As a practical frequency criterion, misspellings tend to have vanishingly lower frequency than their "correct" alternatives, whereas alternative spellings have much more favorable frequency ratio to the "correct" or mainstream alternatives. In English, it is worthwhile to have a look at frequency ratios of U.S. vs. British spellings, such as "color" vs "colour". From what I can see in Google Ngram Viewer, their frequency ratio tends to be 2 to 4, meaning the U.S. spelling is twice to four times more common in the whole corpus than the British spelling. By contrast, looking at "conceive" vs. "concieve", the frequency ratio is 1000.
As per frequency criterion, a misspelling can never have a higher frequency than a "correct" spellings. Nonetheless, there are probably etymology afficionados claiming about one mainstream spelling or another that it is "incorrect". If these are allowed to run authoritative dictionaries, their preferences can end up being codified as "correct". --Dan Polansky (talk)

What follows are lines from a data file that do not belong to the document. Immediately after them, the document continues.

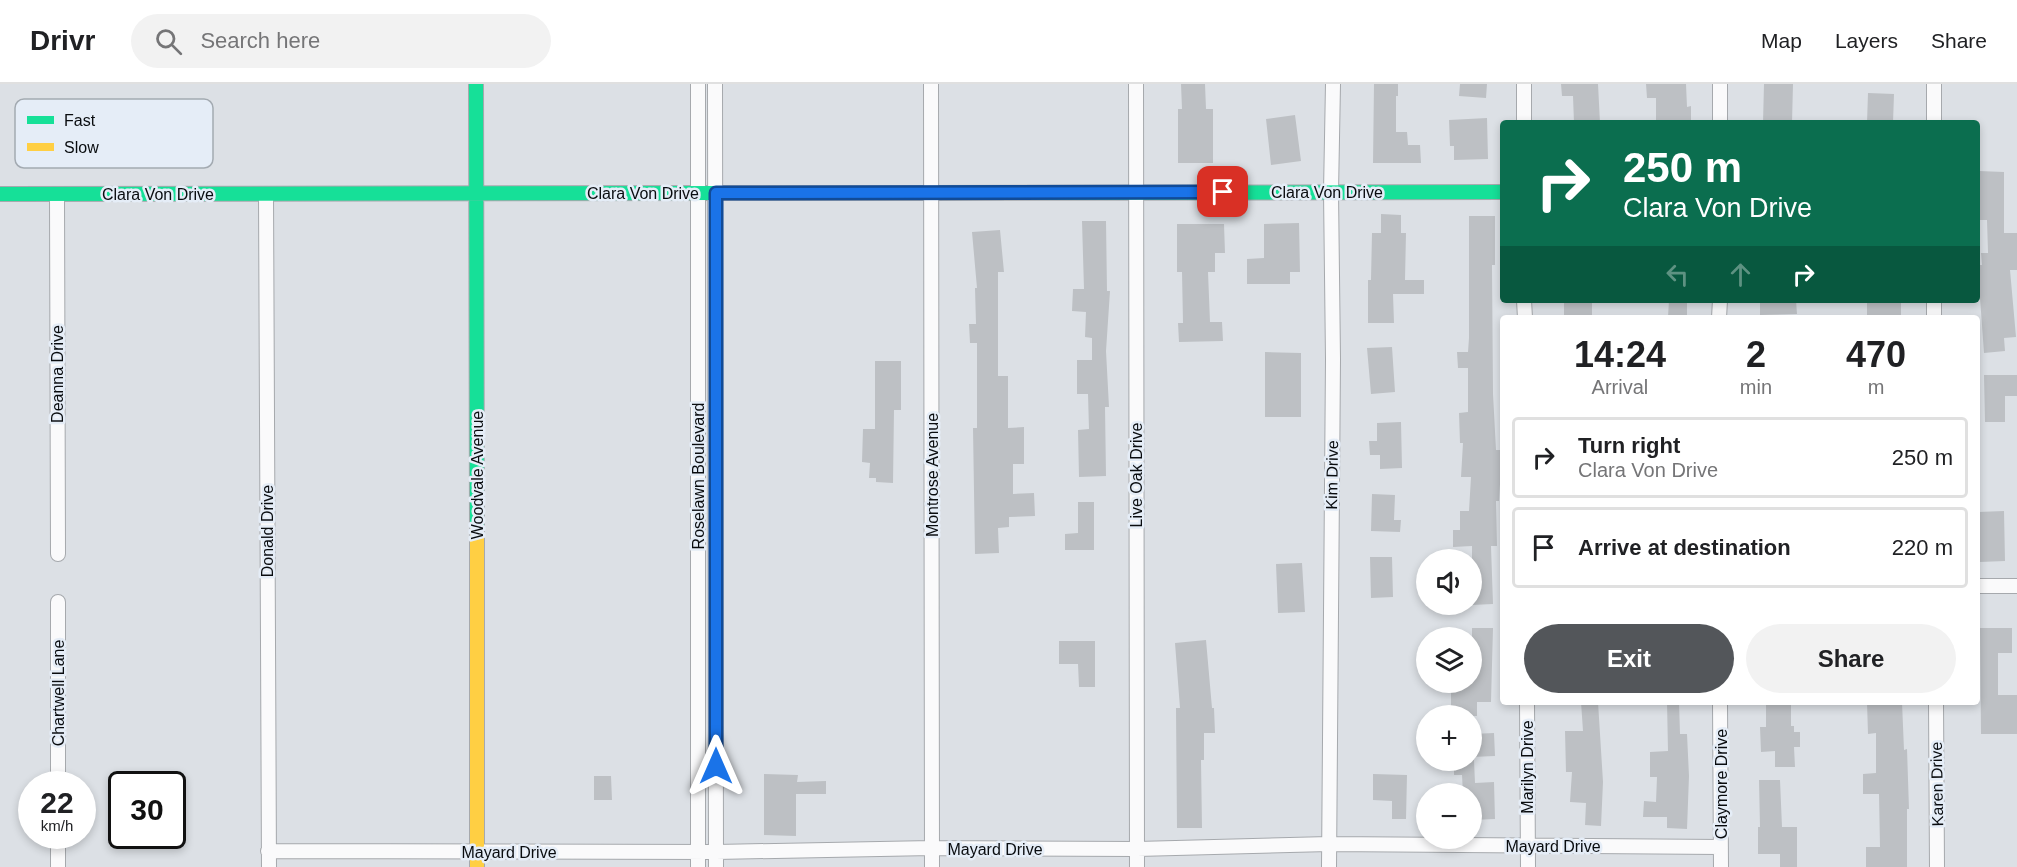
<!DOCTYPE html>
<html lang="en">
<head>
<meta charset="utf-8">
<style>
  :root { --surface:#fff; --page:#f2f2f2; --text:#202124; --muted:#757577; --line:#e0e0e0; --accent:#53565a }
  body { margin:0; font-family:Helvetica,sans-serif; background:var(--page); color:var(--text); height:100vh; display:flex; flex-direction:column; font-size:22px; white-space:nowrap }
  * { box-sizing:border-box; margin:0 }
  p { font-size:20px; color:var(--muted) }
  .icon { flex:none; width:33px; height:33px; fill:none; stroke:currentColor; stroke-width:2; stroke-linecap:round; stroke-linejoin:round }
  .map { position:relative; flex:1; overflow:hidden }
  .sheet { position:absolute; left:1500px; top:231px; width:480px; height:390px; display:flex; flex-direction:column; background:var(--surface); border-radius:6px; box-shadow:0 3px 9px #0003 }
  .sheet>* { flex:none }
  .hud { position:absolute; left:1500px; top:36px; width:480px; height:183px; border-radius:6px; box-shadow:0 3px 9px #0003; background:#0b6e4f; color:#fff; overflow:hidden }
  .buttons { position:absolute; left:1416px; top:465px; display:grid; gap:12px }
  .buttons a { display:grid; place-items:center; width:66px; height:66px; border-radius:50%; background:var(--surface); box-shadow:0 3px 9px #0003; font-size:30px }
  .speed { position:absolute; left:18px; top:687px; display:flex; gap:12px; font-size:30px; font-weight:700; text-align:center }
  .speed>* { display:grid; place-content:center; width:78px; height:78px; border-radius:50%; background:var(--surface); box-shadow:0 3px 9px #0003; line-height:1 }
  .speed small { font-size:15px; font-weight:400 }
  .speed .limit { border:3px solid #111; border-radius:9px; background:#fff; color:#111 }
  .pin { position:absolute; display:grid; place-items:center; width:51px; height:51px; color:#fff; margin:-26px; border-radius:12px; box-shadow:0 3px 9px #0006 }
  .me { position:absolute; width:66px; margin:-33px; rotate:0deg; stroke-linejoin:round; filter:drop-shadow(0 0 4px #0008) }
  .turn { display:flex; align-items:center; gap:21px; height:126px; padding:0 24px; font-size:27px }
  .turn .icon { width:78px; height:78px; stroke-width:2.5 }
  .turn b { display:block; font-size:42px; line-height:51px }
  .lanes { display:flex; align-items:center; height:57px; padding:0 24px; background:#0003; justify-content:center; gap:30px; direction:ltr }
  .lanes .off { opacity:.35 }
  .eta { display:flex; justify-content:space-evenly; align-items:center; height:102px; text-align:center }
  .eta b { font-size:36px; font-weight:600; line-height:42px }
  .action { display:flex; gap:12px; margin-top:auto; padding:12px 24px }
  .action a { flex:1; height:69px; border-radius:36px; background:var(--accent); color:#fff; font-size:24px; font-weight:600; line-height:69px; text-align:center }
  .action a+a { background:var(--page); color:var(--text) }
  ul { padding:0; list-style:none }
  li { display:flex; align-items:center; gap:18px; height:81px; margin:0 12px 9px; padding:0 12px; border:3px solid var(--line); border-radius:6px }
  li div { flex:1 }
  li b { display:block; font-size:22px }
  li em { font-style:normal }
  header { display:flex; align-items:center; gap:36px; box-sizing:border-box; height:84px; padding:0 30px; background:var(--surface); border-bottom:2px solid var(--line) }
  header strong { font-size:28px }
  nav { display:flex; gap:33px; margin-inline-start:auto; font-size:21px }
  .search { width:420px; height:54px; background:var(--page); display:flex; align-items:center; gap:15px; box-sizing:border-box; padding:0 21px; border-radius:33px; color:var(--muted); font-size:22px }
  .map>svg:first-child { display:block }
  .building { fill:#bdc0c4 }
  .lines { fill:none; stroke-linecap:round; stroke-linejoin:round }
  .street-casing { stroke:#a6a9ad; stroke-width:16 }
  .fast-casing { stroke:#a6a9ad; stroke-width:16 }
  .slow-casing { stroke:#a6a9ad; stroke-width:16 }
  .street { stroke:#fafafb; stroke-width:14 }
  .fast { stroke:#16e098; stroke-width:14 }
  .slow { stroke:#ffcf43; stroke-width:14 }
  .route-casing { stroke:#114b97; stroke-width:15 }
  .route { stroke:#1a73e8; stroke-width:10 }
  .labels { text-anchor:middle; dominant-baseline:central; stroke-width:5; stroke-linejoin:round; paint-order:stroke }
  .street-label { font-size:16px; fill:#090c0f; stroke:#e5edf7 }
  .key { fill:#e5edf7; stroke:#a3aab1; stroke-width:1.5 }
  .key-label { font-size:16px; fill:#090c0f }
</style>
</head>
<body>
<header>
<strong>Drivr</strong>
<div class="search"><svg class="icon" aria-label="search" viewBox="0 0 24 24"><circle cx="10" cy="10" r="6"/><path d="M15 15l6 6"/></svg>Search here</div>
<nav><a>Map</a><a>Layers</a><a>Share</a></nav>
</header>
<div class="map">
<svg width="2017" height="783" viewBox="0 0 2017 783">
  <rect width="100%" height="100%" fill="#dce0e5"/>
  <path class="building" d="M1181,0H1205L1206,25H1213V79H1178V25H1182Z
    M1374,0H1398V12H1396V48H1407L1408,61H1420L1421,79H1373Z
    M1460,0H1487L1486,14L1459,12Z
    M1561,0H1598L1600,39H1574L1573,12H1562Z
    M1646,0H1686L1687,23L1691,22V39H1656V14H1647Z
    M1764,0H1793L1792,39H1763Z
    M1868,9L1894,10L1893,39H1867Z
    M1295,31L1301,77L1271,81L1266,35Z
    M1487,34L1488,75L1454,76V62H1450L1449,36Z
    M1979,87L2004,88V149H2017V186H2010L2016,253L2004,254L2005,267L1984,269L1979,200H1977V181H1982L1981,169H1988L1987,136H1979Z
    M1381,130L1401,131V149H1406L1405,196H1424V210H1393L1394,239H1368V196H1371L1372,149H1381Z
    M1469,132H1495V181H1492L1493,310L1496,366H1502L1499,417H1496L1497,462H1491L1493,520L1472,521V462L1453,463V446H1460V427H1469L1471,393H1461L1463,359H1460L1459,329L1468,328V284H1458L1457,268H1468L1469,254Z
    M1082,137H1106L1107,207H1110L1106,267L1109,323H1105L1106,392L1079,393L1078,346L1089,345L1088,310H1077V276H1092V254L1085,253L1086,228L1072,227L1073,205H1084Z
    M1299,139L1300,188H1290V200H1247V175L1264,174V140Z
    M1177,140H1224L1225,169H1215V188H1208L1210,238H1222L1223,257L1179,258L1178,239H1183L1182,188H1177Z
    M1000,146L1004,188H998V292H1008V344L1024,343V380H1013V410L1034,409L1035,432L1009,433V443L998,444L999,469L975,470L973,344H977V259H970L969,240H976L975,204H977L972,148Z
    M1564,216H1592V234H1564Z
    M1669,216H1687V234L1668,233Z
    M1760,216H1796L1797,230L1760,231Z
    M1867,218L1901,219V234H1867Z
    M1392,263L1395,308L1371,310L1367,264Z
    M1265,268L1301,269V333H1265Z
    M875,277H901V326H894L893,399L876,398V394H869L870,379L862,378L863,345H875Z
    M1984,291H2017V312H2005V338H1985Z
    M1401,338L1402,384L1380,385V371H1370L1369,357H1377V339Z
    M1372,410L1395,411L1394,436H1401L1400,448L1371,447Z
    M1078,418H1094V466H1065V450L1078,449Z
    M2004,427L2005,477L1980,478L1978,428Z
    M1370,473H1392L1393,513L1371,514Z
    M1302,479L1305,528L1278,529L1276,480Z
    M1472,544H1493L1491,618H1477V632H1451V598H1472Z
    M1980,544H2012V569H1998V611H2017V650H1981Z
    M1206,556L1212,624H1214L1215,649H1204V676H1201L1202,744H1177L1176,624H1180L1175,559Z
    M1059,557H1095V603H1079L1078,580H1059Z
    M1581,618H1598L1603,698L1601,742L1585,741L1586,719L1570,718L1572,688H1566L1565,647H1583Z
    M1667,618H1679L1680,650H1687L1689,692L1687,745L1667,744V733H1643L1644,717L1656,718L1657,693H1650V668L1668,667Z
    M1766,618H1791V642H1794V648H1800V663H1794L1795,683H1775V667L1761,668L1760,643H1766Z
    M1867,618H1902L1904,666L1907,665L1909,725H1907V783H1866V763H1880L1879,710H1863V690L1876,689V649L1868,650Z
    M1494,649L1495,672L1472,673V650Z
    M1454,676H1474L1475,699L1494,698L1495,735L1472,736V710H1463L1462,691H1454Z
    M764,690L798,691L797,698L826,697V710H796V752L764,751Z
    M1373,690L1407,691L1406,735H1392V717L1373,716Z
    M594,692H611L612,716H594Z
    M1759,696H1780L1782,743H1797V783H1780V770H1758V743H1760Z"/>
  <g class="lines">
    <defs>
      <path id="street" d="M715,0L716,783
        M931,0L932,783
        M1136,0L1137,783
        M1720,0V39
        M1934,0V39
        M1524,39V0
        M266,110L269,783
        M57,111L58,470
        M1524,216L1525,234
        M1934,216V234
        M1719,234L1720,216
        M1977,502H2017
        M58,518V700
        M1527,618L1528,783
        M1720,618L1721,783
        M1936,618L1937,783
        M58,752V783
        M268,767L716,768L932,764L1137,765L1329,760L1721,763
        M698,783V0
        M1329,783L1333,275L1331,108L1333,0"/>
      <path id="fast" d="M476,0L477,444
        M929,109L1503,108
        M0,110L740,109"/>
      <path id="slow" d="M740,109H929
        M477,444V783"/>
    </defs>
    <use href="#street" class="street-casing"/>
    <use href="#fast" class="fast-casing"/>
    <use href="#slow" class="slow-casing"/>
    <use href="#street" class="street"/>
    <use href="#fast" class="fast"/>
    <use href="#slow" class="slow"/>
  </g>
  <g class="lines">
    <defs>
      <path id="route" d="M716,682V109L1223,108"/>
    </defs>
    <use href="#route" class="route-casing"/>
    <use href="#route" class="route"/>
  </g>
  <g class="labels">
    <g class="street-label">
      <text x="1327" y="108">Clara Von Drive</text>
      <text x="643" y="109">Clara Von Drive</text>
      <text x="158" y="110">Clara Von Drive</text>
      <text transform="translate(57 290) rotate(-90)">Deanna Drive</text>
      <text transform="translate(477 391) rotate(-90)">Woodvale Avenue</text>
      <text transform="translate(932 391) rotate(-90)">Montrose Avenue</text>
      <text transform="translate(1136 391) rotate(-90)">Live Oak Drive</text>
      <text transform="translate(1332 391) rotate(-89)">Kim Drive</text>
      <text transform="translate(698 392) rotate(-90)">Roselawn Boulevard</text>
      <text transform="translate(267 447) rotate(-90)">Donald Drive</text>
      <text transform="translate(58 609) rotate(-90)">Chartwell Lane</text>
      <text transform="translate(1527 683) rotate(-90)">Marilyn Drive</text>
      <text transform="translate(1721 700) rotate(-90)">Claymore Drive</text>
      <text transform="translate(1937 700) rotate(-91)">Karen Drive</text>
      <text x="1553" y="762">Mayard Drive</text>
      <text x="995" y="765">Mayard Drive</text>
      <text x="509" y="768">Mayard Drive</text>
    </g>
  </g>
  <rect x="15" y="15" width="198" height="69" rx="9" class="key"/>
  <rect x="27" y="32" width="27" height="8" fill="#16e098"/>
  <rect x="27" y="59" width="27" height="8" fill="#ffcf43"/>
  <g class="key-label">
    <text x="64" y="42">Fast</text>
    <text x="64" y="69">Slow</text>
  </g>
</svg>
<div class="buttons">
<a><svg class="icon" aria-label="sound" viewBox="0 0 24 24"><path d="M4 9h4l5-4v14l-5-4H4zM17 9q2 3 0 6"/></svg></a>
<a><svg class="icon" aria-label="layers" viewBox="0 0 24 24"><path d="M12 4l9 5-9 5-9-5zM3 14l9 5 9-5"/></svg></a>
<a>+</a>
<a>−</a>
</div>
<div class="speed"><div>22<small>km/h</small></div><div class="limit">30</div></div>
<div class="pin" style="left:1223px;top:108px;background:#d93025"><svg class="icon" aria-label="arrive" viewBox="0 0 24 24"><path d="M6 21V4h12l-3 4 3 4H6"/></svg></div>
<svg class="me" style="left:716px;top:682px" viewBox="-20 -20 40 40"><path d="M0-17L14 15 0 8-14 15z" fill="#1a73e8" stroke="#fff" stroke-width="4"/></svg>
<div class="hud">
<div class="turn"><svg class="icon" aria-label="right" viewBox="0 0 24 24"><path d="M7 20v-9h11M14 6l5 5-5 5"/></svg><div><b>250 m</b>Clara Von Drive</div></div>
<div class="lanes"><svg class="icon off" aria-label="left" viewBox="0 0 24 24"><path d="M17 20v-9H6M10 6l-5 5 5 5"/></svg><svg class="icon off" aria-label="ahead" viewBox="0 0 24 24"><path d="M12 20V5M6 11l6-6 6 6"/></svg><svg class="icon" aria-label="right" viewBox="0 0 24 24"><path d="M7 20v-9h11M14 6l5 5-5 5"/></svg></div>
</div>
<section class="sheet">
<div class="eta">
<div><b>14:24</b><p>Arrival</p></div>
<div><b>2</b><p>min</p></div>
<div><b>470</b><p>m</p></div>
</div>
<ul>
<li><svg class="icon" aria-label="right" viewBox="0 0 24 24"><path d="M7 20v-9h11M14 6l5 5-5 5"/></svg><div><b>Turn right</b><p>Clara Von Drive</p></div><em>250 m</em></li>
<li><svg class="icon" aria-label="arrive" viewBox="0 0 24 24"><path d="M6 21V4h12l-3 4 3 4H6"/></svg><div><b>Arrive at destination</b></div><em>220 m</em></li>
</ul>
<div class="action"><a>Exit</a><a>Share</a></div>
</section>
</div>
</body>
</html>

Policies and would-be policies:
Discussions:
Categories:
- Category:English misspellings - currently 1,477 entries; only for common misspellings
--Dan Polansky (talk) 10:05, 5 July 2013 (UTC)
- Yes, I'll go along with most of that. I had always assumed that spelling mistakes were honest errors (-ie- instead of -ei- etc.), the results of typing too fast (that's where most of mine come from) and simple ignorance (I can never remember how to spell (deprecated template usage) manoeuvre. But when is a spelling mistake "common" (as the ones we include)? Maybe when the "frequency ratio" is greater than hundreds but less than thousands? SemperBlotto (talk) 10:25, 5 July 2013 (UTC)
Re: 'Maybe when the "frequency ratio" is greater than hundreds but less than thousands?' Sounds okay to me as a criterion for "common misspelling"; what has lower frequency ratio is "alternative spelling". However, the lower bound could be even lower, like 20 or 50. In RFV, I have posted a table that gives an impression:
Short Term | Long Term | Ngram | Frequency Ratio in Year 2000 |
---|---|---|---|
referencable | referenceable | Ngram | 8 |
experiencable | experienceable | Ngram | 10 |
influencable | influenceable | Ngram | 16,5 |
sequencable | sequenceable | Ngram | 6 |
servicable | serviceable | Ngram | 156 |
enforcable | enforceable | Ngram | 860 |
replacable | replaceable | Ngram | 190 |
colour | color | Ngram | 3,4 |
behaviour | behavior | Ngram | 2,8 |
rigour | rigor | Ngram | 2 |
concievable | conceivable | Ngram | 3867 |
idiosyncracy | idiosyncrasy | Ngram | 6 |
supercede | supersede | Ngram | 15 |
--Dan Polansky (talk) 10:42, 5 July 2013 (UTC)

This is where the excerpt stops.